The Fifth Circuit Court of Appeals recently rejected the National Labor Relations Board’s holding regarding class action waivers in D.R. Horton v. NLRB – however, the court agreed with the NLRB’s decision in D.R. Horton in one respect.

In D.R. Horton and Michael Cuda, the NLRB held that an employer violated its employee’s rights under Section 7 of the National Labor Relations Act (NLRA) by requiring its employees to sign an arbitration agreement that prohibited employees from pursuing claims in a collective or class action.  Among other things, Section 7 of the NLRA protects employees’ rights “to engage in other concerted activities for the purpose of collective bargaining mutual aid or protection.”  29 U.S.C. § 157.  The NLRB interpreted this language to mean that an employee must be permitted to pursue claims collectively in either a judicial or arbitral forum and that an employer may not simultaneously foreclose collective or class actions in both judicial and arbitral forums.

On appeal, the Fifth Circuit rejected the NLRB’s position.  The court held that the NLRB’s rule regarding class action waivers conflicted with the Federal Arbitration Act (FAA).  Relying heavily on the U.S. Supreme Court’s decision in AT&T Mobility LLC v. Concepcion, the Fifth Circuit explained that requiring a class mechanism in arbitration agreements is “an actual impediment to arbitration” and undermines some of the key purposes of the FAA by making arbitration slower, more formal, and more expensive.  In addition, the Fifth Circuit analyzed the NLRA’s statutory text and legislative history and determined that it did not contain any congressional commands for the NLRA to override the FAA.  Accordingly, the Fifth Circuit reversed the NLRB’s holding that an arbitration agreement with a class-action waiver violates the NLRA.  In doing so, the Fifth Circuit joined with the Second, Eighth, and Ninth Circuits – all of which have reached the same conclusion.

At the same time, however, the Fifth Circuit agreed with another holding of the NLRB in the D.R. Horton case.  Specifically, the Fifth Circuit agreed that the arbitration agreement at issue violated the NLRA because an employee could reasonably construe the agreement to prohibit him or her from filing an unfair labor practice charge with the NLRB.  The agreement broadly stated that employees who signed it agreed to waive the right to “file a lawsuit or other civil proceeding,” but included no exception for NLRB unfair labor practice proceedings.  Because the agreement appeared to prohibit unfair labor practice charges, the Fifth Circuit agreed that the NLRB was correct to order D.R. Horton to take corrective action to address this problem.

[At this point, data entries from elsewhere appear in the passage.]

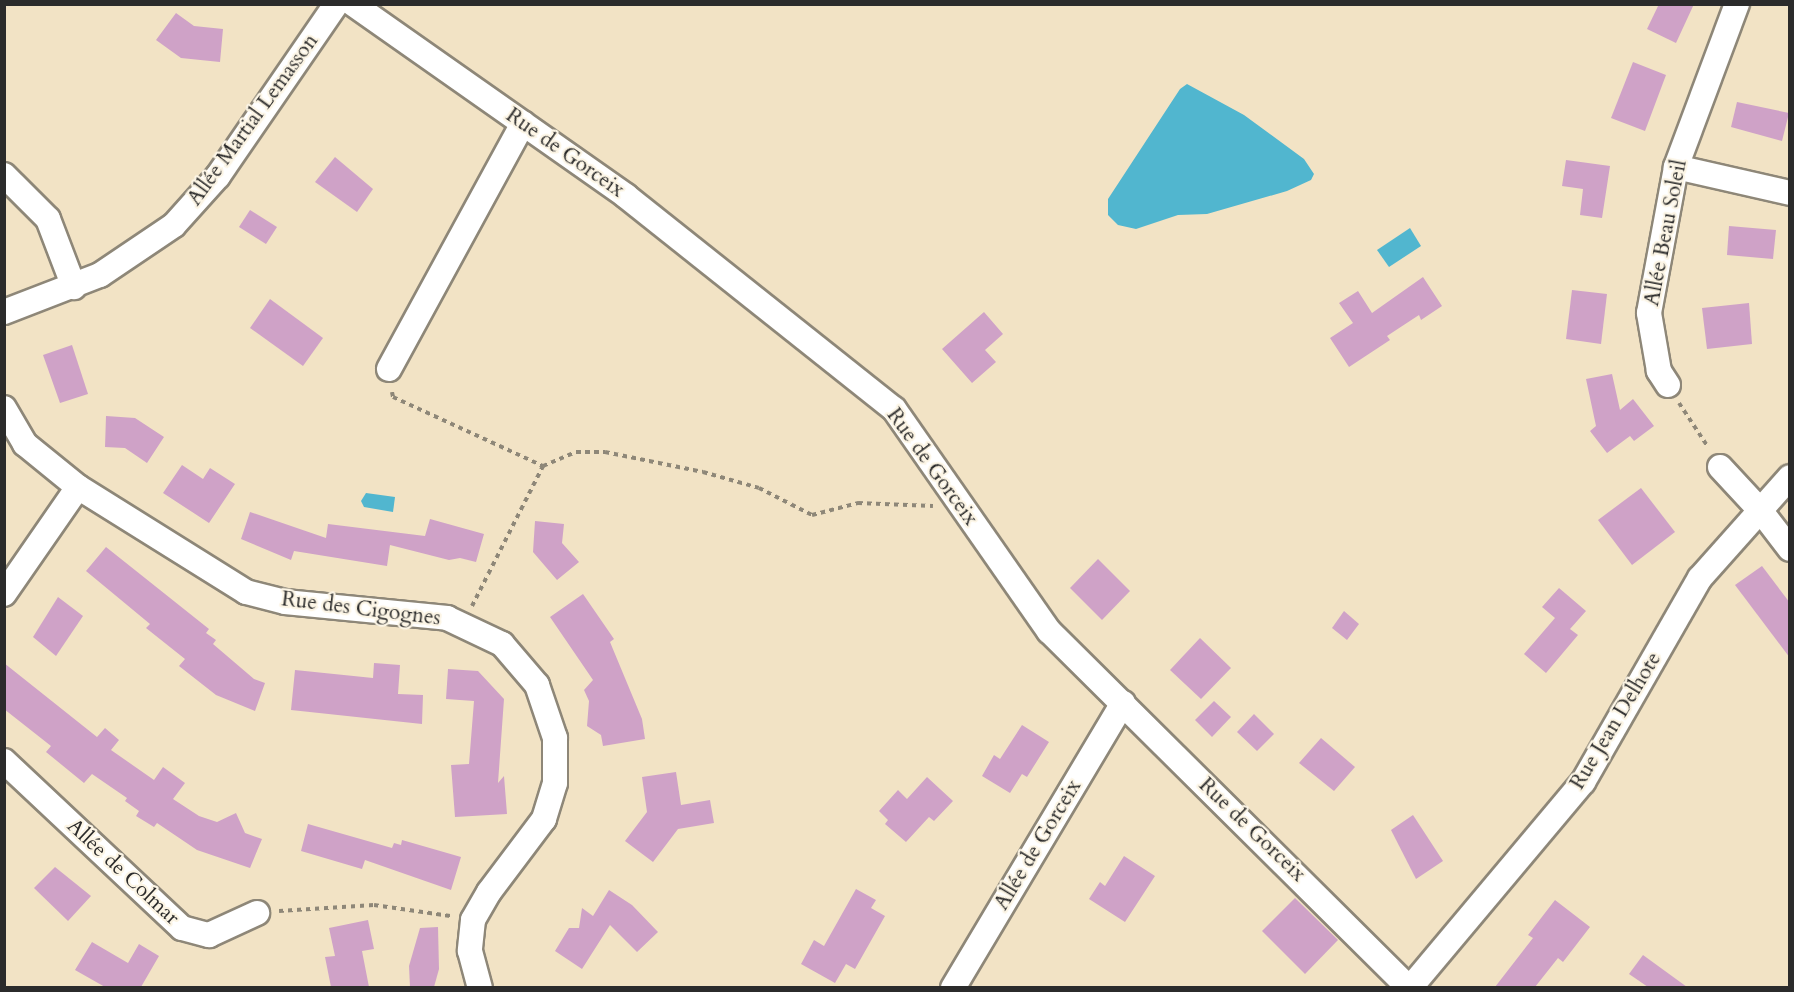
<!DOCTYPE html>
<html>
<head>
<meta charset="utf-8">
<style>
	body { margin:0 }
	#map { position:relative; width:1794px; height:992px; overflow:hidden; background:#f2e3c5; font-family:Cardo,serif }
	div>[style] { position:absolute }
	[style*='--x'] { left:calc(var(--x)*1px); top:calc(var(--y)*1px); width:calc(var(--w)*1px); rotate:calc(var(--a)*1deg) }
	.water>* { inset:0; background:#51b6cf }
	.building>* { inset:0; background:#cfa2c7 }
	.path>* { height:4px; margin-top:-2px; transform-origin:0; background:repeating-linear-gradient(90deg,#8e8778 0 4.5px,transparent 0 9px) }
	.roads { filter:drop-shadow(2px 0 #8e8778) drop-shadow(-2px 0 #8e8778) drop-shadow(0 2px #8e8778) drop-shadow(0 -2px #8e8778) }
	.street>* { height:24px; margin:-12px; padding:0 12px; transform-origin:12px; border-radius:12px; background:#fff }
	span { translate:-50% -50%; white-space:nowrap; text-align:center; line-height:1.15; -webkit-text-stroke:4.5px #fcf5e5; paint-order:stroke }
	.street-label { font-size:21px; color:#2b2b2b }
	.frame { position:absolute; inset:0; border:6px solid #2b2b2b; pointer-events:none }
</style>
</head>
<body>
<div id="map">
	<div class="water">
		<div style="clip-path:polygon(1187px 84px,1244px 115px,1304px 159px,1314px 174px,1311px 180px,1287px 191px,1207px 214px,1178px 215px,1136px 229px,1118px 225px,1108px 215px,1108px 199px,1180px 89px)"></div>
		<div style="clip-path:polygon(1410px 228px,1421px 246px,1389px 267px,1377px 250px)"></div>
		<div style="clip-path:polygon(366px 493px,395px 497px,393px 512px,364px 507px,361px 501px)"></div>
	</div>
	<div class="building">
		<div style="clip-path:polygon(1659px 4px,1694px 4px,1676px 43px,1647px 29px)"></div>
		<div style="clip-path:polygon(176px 13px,194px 26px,223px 29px,220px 62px,181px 58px,156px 40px)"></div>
		<div style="clip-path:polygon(1633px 62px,1666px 75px,1645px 131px,1611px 118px)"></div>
		<div style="clip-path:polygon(1737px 102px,1789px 113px,1782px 141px,1731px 127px)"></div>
		<div style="clip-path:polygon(335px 157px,373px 189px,357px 212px,315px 182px)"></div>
		<div style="clip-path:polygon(1566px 160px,1610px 166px,1602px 218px,1580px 215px,1583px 189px,1562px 186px)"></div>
		<div style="clip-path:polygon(250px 210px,277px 227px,266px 244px,239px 227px)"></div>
		<div style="clip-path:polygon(1729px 226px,1776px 230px,1773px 259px,1727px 255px)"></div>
		<div style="clip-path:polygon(1423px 277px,1442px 306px,1421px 320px,1419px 315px,1387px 336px,1390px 340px,1349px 367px,1330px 338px,1353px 323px,1339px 303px,1358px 291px,1372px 313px)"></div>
		<div style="clip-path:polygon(1572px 290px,1607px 294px,1601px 344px,1566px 339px)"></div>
		<div style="clip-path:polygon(270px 299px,323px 338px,303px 366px,250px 328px)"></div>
		<div style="clip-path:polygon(1749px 303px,1752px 344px,1707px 349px,1702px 308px)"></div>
		<div style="clip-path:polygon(984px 312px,1003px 334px,985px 350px,996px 362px,972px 383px,942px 349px)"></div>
		<div style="clip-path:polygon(72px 345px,88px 394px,60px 403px,43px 355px)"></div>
		<div style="clip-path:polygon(1612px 374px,1620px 410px,1633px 399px,1654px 426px,1634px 441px,1630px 436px,1607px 453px,1590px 431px,1596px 426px,1586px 379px)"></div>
		<div style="clip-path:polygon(106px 416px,135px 418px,164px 437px,147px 463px,125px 448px,105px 447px)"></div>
		<div style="clip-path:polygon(182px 465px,203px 479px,210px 468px,235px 484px,209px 523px,163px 493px)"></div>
		<div style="clip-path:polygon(1641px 488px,1675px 532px,1632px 565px,1598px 520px)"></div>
		<div style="clip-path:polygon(250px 512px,326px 538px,328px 524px,425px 536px,430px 519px,484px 534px,476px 562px,460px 558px,449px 560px,390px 545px,387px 566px,294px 551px,291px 560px,241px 539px)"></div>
		<div style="clip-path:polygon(535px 521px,564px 524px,562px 543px,579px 562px,557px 580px,533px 552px)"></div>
		<div style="clip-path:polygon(106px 547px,209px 629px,206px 633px,216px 640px,213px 644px,254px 679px,265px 683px,255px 711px,216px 695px,179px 666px,185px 659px,146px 628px,150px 624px,86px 571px)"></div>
		<div style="clip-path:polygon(1098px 559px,1130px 591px,1102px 620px,1070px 588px)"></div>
		<div style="clip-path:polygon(1762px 566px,1790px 603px,1790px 658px,1735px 585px)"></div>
		<div style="clip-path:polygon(1559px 588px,1586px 611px,1570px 629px,1578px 635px,1546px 673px,1524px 654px,1555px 618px,1542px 607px)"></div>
		<div style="clip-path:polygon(583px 594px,614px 639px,610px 642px,642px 719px,645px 739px,603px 746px,601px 735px,587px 726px,589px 701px,584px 690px,593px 680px,550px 617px)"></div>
		<div style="clip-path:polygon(58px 597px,83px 616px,56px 656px,33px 637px)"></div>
		<div style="clip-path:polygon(1344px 611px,1359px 624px,1347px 640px,1332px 628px)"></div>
		<div style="clip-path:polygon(1200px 638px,1231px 668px,1201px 699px,1170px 670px)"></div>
		<div style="clip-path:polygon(4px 663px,97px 737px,105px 728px,119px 740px,111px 750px,154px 780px,163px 767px,185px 783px,173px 799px,199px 816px,217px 822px,236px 813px,245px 833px,262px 839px,250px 868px,197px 850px,157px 823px,154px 827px,136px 816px,139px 811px,125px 801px,127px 798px,92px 774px,84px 783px,46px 752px,51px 746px,4px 709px)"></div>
		<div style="clip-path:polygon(374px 663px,400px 665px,398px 694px,423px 695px,422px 724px,291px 710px,295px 670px,373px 678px)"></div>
		<div style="clip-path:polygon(448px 669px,478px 671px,504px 699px,498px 783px,504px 776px,507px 814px,455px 817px,451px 765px,469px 764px,474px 701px,446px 699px)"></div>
		<div style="clip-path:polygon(1214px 701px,1231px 717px,1212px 737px,1195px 720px)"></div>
		<div style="clip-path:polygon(1254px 714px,1274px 734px,1257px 751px,1237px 732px)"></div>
		<div style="clip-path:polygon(1022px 725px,1049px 742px,1027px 777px,1022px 774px,1010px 793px,982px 776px,994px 755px,1000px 759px)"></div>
		<div style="clip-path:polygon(1321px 738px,1355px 767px,1334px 791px,1299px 763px)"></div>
		<div style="clip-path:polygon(676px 772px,681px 805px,710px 800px,714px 823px,678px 829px,653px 862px,625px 841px,647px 812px,642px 777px)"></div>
		<div style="clip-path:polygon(927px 777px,953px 801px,934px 821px,929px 817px,906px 842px,885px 824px,888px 820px,879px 811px,898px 790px,907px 799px)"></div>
		<div style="clip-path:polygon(1413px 815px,1443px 861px,1416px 879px,1391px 830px)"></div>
		<div style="clip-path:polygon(308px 824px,392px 848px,394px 843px,401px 845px,402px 840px,461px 857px,451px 890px,365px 860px,362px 869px,301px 851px)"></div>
		<div style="clip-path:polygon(1124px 856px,1155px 876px,1125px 922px,1089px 899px,1100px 882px,1105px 886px)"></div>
		<div style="clip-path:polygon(55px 867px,91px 896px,68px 921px,34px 888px)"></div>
		<div style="clip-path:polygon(856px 889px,876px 900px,871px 908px,885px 916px,855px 969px,846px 964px,835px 983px,801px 964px,814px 940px,824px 946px)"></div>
		<div style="clip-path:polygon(609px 890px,632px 905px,658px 932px,637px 952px,610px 925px,582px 969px,555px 951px,569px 928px,579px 928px,582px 908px,593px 916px)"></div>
		<div style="clip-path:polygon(1295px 898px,1338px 940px,1305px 974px,1262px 931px)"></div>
		<div style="clip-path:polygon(1555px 900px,1590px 927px,1563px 962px,1558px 958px,1535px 987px,1495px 987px,1533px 938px,1528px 935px)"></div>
		<div style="clip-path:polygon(368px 920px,374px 949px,362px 951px,369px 987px,331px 987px,325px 957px,335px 956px,329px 928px)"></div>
		<div style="clip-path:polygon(438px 927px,439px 969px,434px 987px,410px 987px,409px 966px,420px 928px)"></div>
		<div style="clip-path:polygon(92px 942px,128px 963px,139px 944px,159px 956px,141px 987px,105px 987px,75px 970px)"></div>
		<div style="clip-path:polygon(1643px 955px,1687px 987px,1648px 987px,1629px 974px)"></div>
	</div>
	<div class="path">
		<div style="--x:392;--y:392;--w:5;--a:79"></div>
		<div style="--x:393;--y:397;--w:165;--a:24.7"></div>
		<div style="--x:1679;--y:403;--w:53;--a:56.6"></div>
		<div style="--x:472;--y:606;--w:157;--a:-63.1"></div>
		<div style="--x:543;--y:466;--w:36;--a:-23"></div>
		<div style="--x:576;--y:452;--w:29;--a:0"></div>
		<div style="--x:605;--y:452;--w:100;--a:11.5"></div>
		<div style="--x:703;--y:472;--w:58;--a:15.9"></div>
		<div style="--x:759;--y:488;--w:59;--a:27"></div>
		<div style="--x:812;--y:515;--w:48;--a:-14.6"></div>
		<div style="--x:858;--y:503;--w:75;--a:2.3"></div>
		<div style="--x:279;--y:911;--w:95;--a:-3.6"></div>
		<div style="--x:374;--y:905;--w:77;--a:8.2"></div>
	</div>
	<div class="roads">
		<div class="street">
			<div style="--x:353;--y:4;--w:334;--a:35.1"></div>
			<div style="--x:626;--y:196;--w:342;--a:38.5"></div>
			<div style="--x:894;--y:409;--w:271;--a:55.1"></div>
			<div style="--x:1049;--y:631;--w:507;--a:44.76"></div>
			<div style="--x:1676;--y:167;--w:117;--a:12.8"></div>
			<div style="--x:4;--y:175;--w:62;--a:45"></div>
			<div style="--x:48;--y:219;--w:73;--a:69.1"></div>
			<div style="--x:4;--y:312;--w:103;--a:-21.1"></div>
			<div style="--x:100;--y:275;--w:89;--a:-34"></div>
			<div style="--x:174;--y:225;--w:66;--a:-48.1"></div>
			<div style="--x:218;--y:176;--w:209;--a:-55.5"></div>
			<div style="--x:389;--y:369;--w:280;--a:-61.4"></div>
			<div style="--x:1668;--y:385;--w:17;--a:-123"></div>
			<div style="--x:1659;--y:371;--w:59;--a:-99.8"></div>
			<div style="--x:1649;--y:313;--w:148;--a:-79.5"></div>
			<div style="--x:1676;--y:167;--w:174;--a:-69.5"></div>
			<div style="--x:4;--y:408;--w:42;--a:59.7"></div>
			<div style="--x:25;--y:444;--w:68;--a:39.1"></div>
			<div style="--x:78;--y:487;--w:198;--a:32"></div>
			<div style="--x:246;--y:592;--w:40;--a:14.4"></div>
			<div style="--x:285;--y:602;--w:163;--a:5.6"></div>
			<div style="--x:447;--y:618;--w:61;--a:25.3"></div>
			<div style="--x:502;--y:644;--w:54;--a:49.5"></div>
			<div style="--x:537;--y:685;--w:56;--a:71.2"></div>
			<div style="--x:555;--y:738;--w:45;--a:90"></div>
			<div style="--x:555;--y:783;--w:38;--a:107"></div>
			<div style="--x:544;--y:819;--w:91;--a:127"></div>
			<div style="--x:489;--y:892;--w:32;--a:120"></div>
			<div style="--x:473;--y:920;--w:31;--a:96"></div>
			<div style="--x:470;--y:951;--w:38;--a:75"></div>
			<div style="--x:1720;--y:467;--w:59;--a:47.1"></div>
			<div style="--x:1760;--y:510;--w:49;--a:52.4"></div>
			<div style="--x:4;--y:594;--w:130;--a:-55.3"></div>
			<div style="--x:4;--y:761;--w:244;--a:43.2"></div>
			<div style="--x:182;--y:928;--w:28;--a:15"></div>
			<div style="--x:209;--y:935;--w:53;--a:-24.6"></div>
			<div style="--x:953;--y:988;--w:332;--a:-59.2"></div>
			<div style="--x:1410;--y:988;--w:269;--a:-50"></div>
			<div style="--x:1583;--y:782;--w:235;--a:-60.2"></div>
			<div style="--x:1700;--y:578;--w:135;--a:-48.3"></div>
		</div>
	</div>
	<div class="street-label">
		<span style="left:253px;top:120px;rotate:-54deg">Allée Martial Lemasson</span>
		<span style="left:565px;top:153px;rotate:35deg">Rue de Gorceix</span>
		<span style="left:1666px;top:233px;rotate:-79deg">Allée Beau Soleil</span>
		<span style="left:932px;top:467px;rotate:54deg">Rue de Gorceix</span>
		<span style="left:361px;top:609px;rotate:7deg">Rue des Cigognes</span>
		<span style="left:1616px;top:721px;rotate:-59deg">Rue Jean Delhote</span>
		<span style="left:1252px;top:830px;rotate:44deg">Rue de Gorceix</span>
		<span style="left:1038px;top:845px;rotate:-59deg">Allée de Gorceix</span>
		<span style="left:123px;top:872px;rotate:43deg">Allée de Colmar</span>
	</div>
	<div class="frame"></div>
</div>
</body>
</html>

Takeaways:  The D.R. Horton case is a good case for employers because it represents a growing consensus among federal circuit courts that employers may include class-action waivers in arbitration agreements without violating the NLRA.  At the same time, the D.R. Horton case highlights the potential risks for employers in drafting arbitration agreements so broadly that they appear to prohibit an employee from filing an unfair labor practice charge with the NLRB.  When drafting arbitration agreements, employers need to be careful to avoid giving the impression that an employee cannot seek relief from an administrative agency, such as the NLRB or EEOC.

About Michael Miller

Michael is a Chambers-rated attorney in Briggs and Morgan's Employment, Benefits, and Labor group and is head of the firm’s Employment Law Counseling and Compliance practice group. He has 25 years experience counseling employers to prevent unwanted litigation and advises companies of ongoing changes in federal, state and local employment law. Michael advises employers in all areas of employment law including discipline and discharge, leaves of absence, wage and hour compliance, non-compete and confidentiality agreements, affirmative action plans, background checking, and drug/alcohol testing. For Michael's full bio, click here.

Posted on December 11, 2013, in Employment Policies and Agreements, Unions and Labor Law and tagged . Bookmark the permalink. Leave a comment.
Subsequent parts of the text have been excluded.